DATA LISTING: Begin

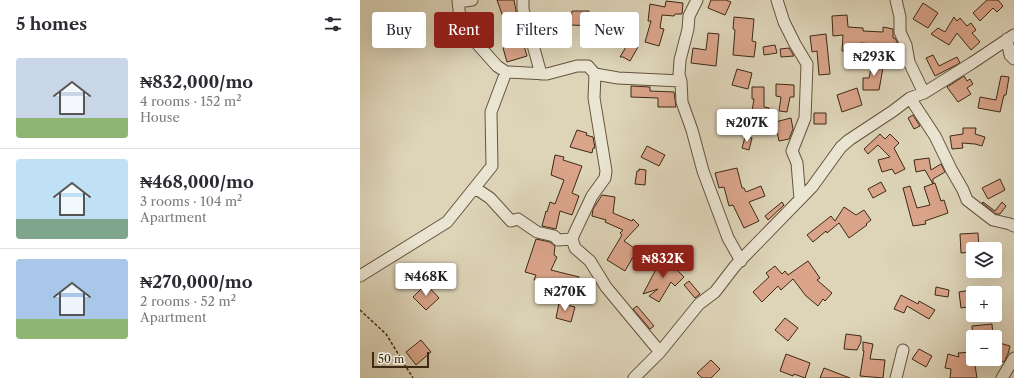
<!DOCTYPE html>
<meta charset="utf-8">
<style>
:root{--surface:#fff;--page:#f7f7f7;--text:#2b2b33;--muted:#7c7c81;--line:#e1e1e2;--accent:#8f2418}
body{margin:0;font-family:"Libre Caslon Text",serif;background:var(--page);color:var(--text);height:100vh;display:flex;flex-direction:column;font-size:15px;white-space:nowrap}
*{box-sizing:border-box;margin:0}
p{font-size:13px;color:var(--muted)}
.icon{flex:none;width:22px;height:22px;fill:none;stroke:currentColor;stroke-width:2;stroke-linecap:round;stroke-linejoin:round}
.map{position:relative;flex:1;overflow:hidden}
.details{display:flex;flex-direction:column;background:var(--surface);width:360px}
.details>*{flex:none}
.banner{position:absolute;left:12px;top:12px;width:380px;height:36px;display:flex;gap:8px}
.tools{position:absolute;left:606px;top:242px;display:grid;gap:8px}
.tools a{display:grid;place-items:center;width:36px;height:36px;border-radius:4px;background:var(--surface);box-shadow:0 4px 16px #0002;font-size:20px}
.scale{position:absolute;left:12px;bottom:10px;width:57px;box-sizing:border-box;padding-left:4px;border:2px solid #3d2914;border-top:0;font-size:11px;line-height:14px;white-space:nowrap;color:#3d2914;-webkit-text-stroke:3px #eae4d2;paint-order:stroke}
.price{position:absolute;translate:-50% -34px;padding:0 9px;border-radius:4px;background:#fff;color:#222;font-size:13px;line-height:26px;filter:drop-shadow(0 1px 2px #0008)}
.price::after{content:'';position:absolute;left:50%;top:24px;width:12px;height:9px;margin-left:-6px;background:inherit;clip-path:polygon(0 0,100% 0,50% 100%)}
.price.current{background:var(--accent);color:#fff}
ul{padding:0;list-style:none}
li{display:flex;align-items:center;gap:12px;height:100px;padding:0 16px}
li+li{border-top:1px solid var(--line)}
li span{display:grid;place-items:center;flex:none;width:112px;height:80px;border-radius:4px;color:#555}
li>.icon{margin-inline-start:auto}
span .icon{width:48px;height:48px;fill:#fffc;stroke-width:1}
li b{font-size:17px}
h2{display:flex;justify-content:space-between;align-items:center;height:48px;padding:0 16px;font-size:17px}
.chip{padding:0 14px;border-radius:4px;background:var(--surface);box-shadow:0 4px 16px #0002;font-size:14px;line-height:36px}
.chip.current{background:var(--accent);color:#fff}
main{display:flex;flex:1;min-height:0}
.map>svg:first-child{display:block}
.building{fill:#daa48a;stroke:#3d2914}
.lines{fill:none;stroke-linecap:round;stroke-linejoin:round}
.minor-casing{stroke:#65543d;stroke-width:13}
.path{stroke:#3d2914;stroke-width:1.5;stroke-dasharray:3 2;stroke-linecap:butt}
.minor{stroke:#eae4d2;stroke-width:11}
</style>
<main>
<section class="details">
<h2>5 homes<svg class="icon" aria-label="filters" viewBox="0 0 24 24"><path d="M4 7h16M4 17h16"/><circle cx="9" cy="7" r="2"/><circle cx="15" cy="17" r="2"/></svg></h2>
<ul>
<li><span style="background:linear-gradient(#c9d6e8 75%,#8fb573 0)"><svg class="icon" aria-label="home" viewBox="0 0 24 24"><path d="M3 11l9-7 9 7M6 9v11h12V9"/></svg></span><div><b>₦832,000/mo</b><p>4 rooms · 152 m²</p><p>House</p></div></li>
<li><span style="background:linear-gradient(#bfe0f5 75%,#7fa58c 0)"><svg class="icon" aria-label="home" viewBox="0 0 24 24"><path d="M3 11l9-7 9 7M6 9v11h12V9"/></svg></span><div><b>₦468,000/mo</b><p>3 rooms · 104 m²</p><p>Apartment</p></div></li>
<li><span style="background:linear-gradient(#a9c7e8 75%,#8fb573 0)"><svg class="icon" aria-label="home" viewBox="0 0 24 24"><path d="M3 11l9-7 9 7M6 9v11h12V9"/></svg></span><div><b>₦270,000/mo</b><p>2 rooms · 52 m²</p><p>Apartment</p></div></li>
</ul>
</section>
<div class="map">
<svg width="654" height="378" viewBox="0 0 654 378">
<rect width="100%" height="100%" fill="#ded5b9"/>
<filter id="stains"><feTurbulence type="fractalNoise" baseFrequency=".005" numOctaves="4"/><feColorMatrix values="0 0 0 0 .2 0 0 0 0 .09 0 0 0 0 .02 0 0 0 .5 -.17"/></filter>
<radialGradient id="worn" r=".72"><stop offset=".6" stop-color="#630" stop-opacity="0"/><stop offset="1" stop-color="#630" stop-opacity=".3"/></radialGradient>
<path class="building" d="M137 0H154L158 21 149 23 148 19 144 20Z
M351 0H366L371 2 365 15 348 8Z
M627 0H638L643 6 637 12 633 8 620 21 613 13Z
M306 1 323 3 322 14H315L314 16 302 15 300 28 304 29 299 46 285 42 291 21H288L290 4 305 7Z
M563 3 578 13 568 28 553 19Z
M212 11H229L228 19 252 23 249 43 232 40 235 26 211 25Z
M487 15 488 27 503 28V31L523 32V27L533 29V38H535L538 44V55H530V45L500 43 499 52 482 51 483 35 473 36 472 16Z
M374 17 394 19 392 41 396 42 394 57 373 55 375 30 373 29Z
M594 17 597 21 600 18 607 26 611 23 616 30 612 33 620 42 611 50 597 33 589 45 571 34 578 28 585 32Z
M348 33 359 34 356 66 331 63 333 48 346 50Z
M466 34 470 74 459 75 457 51 452 52 450 36Z
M163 42 167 56 147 62 143 48Z
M269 42 278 47 270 61 263 57H260Z
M415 45 417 53 404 55 403 47Z
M429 48 434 56 421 57 420 49Z
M573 55 579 66 597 57 600 63 575 76 566 58Z
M513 60 524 62 519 90H503V78H509Z
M377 69 392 73 388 89 372 85Z
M604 76 607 81 610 79 613 84 607 88 611 94 598 102 587 87Z
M641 76 649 77 646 95H644L640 112 618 108 620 97 636 100Z
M416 84 434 85V97H430L427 112 419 111 421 97 416 96Z
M271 86 290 87V91L314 92 316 107H298V98L271 97Z
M392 87H404V107L409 108 408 116 398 114 396 126 384 123 385 116 391 117 394 99H392Z
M497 88 502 105 482 112 477 95Z
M454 113H466V124H454Z
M553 115 560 126 554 129 548 118Z
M431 118 433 129 429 139 419 141 415 122Z
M603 128H616L615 134 625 137 622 146 615 144 602 143 603 148 592 149 590 136 603 134Z
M217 130 227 133 226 135 233 137 235 148H233L232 153 210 147Z
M520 134 525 139 530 134 539 143 534 148 545 169 535 174 532 169 522 172 518 160 530 157 518 145 508 154 504 149Z
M385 137 392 138 389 150 382 148Z
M287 146 305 155 299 166 281 157Z
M195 155 204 157 203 160 222 166 212 193 219 196 212 215 200 211 196 229 182 226 186 211 187 212 190 202 195 204 204 180 191 175Z
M569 158 571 170 581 164 585 172 573 179V184L565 170 556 172 554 160Z
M377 168 382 188H384L386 192 401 186 405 196 389 202 399 221 384 228 373 205 369 206 364 187 359 188 355 173Z
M279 169 286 170 285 185 275 184 277 171H279Z
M640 179 645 190 628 199 622 188Z
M521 182 526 191 513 198 508 189Z
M575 183 581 201 584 200 588 213 565 221 566 224 553 226 543 188 550 186 557 208 570 205 564 187Z
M242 195 255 197 253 213 272 221 273 219 279 225 264 241 277 250 265 271 247 260 262 235 260 233 263 230 245 222 246 220 232 216 233 209Z
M422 202 424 205 408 220 405 216Z
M623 202 635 211 642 202 646 206 640 214H636L622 203Z
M484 207 496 215 504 210 511 220 506 224 507 225 489 238 479 223 467 233 466 231 453 242 447 235 471 216 475 221Z
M618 233 619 249H613V252L601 253 600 234Z
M176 239 190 242 195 246 194 255 197 257 191 270 219 277 215 291 203 288 199 301 193 299 197 285 174 280 176 275 165 272Z
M296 251 300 256 284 271 279 267Z
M303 256 324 277 315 286 311 282 299 302 289 296 298 289 283 294Z
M448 261 460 278 457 280 472 293 465 301 463 299 458 306 446 296 433 279 421 290 418 286 402 302 393 292 409 277 406 273 415 266 422 274 425 271 428 275Z
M329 281 340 294 335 298 324 285Z
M66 284 79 298 66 310 53 297Z
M576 287 589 290 588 297 575 295Z
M611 290 613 306 601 308 599 292Z
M541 295 558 304 559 301 575 310 569 319 547 306 544 313 534 309Z
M199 303 215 307 211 322 196 318Z
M277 306 294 326 290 329 273 309Z
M425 318 438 328 428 341 415 330Z
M632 324 633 337H613L612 326Z
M486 334 501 336V342L497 350 484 349Z
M61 340 71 352 56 365 46 352Z
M503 342 513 344 510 359 525 360 523 378 500 376 504 351H503Z
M636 342 650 346 648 354 644 362 635 359Z
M559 349 572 356 566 367 552 359Z
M613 352 617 378H590L591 369 585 368 588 354 599 357 598 353Z
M426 354 450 363 445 378 434 374 433 376 420 371Z
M351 360 360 369 351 378H342L337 373Z
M464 368 490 378H460Z"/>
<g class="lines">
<g class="minor-casing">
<path id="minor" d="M112 0 98 2 100 17 112 38 137 66 146 72 187 74 217 66H228L235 74 258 78 321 81
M163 0V9L181 74
M337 0 329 16 328 29 320 60 319 75 321 81 322 102 332 130 343 171 368 238 381 261
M417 0 424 22 435 44 447 64 445 118 432 151 437 163 440 199
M536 0 540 17V32L546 45 549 62 564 93
M647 39 650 55 654 59
M235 74 234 98 246 171 245 178 232 196 214 234 212 239 215 248 230 261 246 287 300 352
M550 98 575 136 591 169 603 190 607 200 633 220 650 224 654 226
M115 188 130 198 151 221 158 219 177 232 194 236 198 240 212 239
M0 276 87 222 132 166 131 112 146 72
M274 378 300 352 339 304 355 292 375 266 452 187 481 147 489 140 533 111 550 98 564 93 612 63 654 35
M536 378 543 350
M642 378 654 358"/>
</g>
<path class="path" d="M0 310 26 334 53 378"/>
<use href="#minor" class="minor"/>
</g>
<rect width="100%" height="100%" filter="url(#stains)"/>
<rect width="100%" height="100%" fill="url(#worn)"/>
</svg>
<div class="tools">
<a><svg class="icon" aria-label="layers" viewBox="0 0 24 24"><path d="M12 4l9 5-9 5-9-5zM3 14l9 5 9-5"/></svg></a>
<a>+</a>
<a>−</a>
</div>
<div class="scale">50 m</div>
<b class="price" style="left:514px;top:77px">₦293K</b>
<b class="price" style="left:387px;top:143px">₦207K</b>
<b class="price current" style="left:303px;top:279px">₦832K</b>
<b class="price" style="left:66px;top:297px">₦468K</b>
<b class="price" style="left:205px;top:312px">₦270K</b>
<div class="banner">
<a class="chip">Buy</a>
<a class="chip current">Rent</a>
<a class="chip">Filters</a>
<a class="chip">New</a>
</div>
</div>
</main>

DATA LISTING: End

## WORK TO COMPLETE
All lines above that contain "margin" are required in the answer.

## SOLUTION BELOW
body{margin:0;font-family:"Libre Caslon Text",serif;background:var(--page);color:var(--text);height:100vh;display:flex;flex-direction:column;font-size:15px;white-space:nowrap}
*{box-sizing:border-box;margin:0}
.price::after{content:'';position:absolute;left:50%;top:24px;width:12px;height:9px;margin-left:-6px;background:inherit;clip-path:polygon(0 0,100% 0,50% 100%)}
li>.icon{margin-inline-start:auto}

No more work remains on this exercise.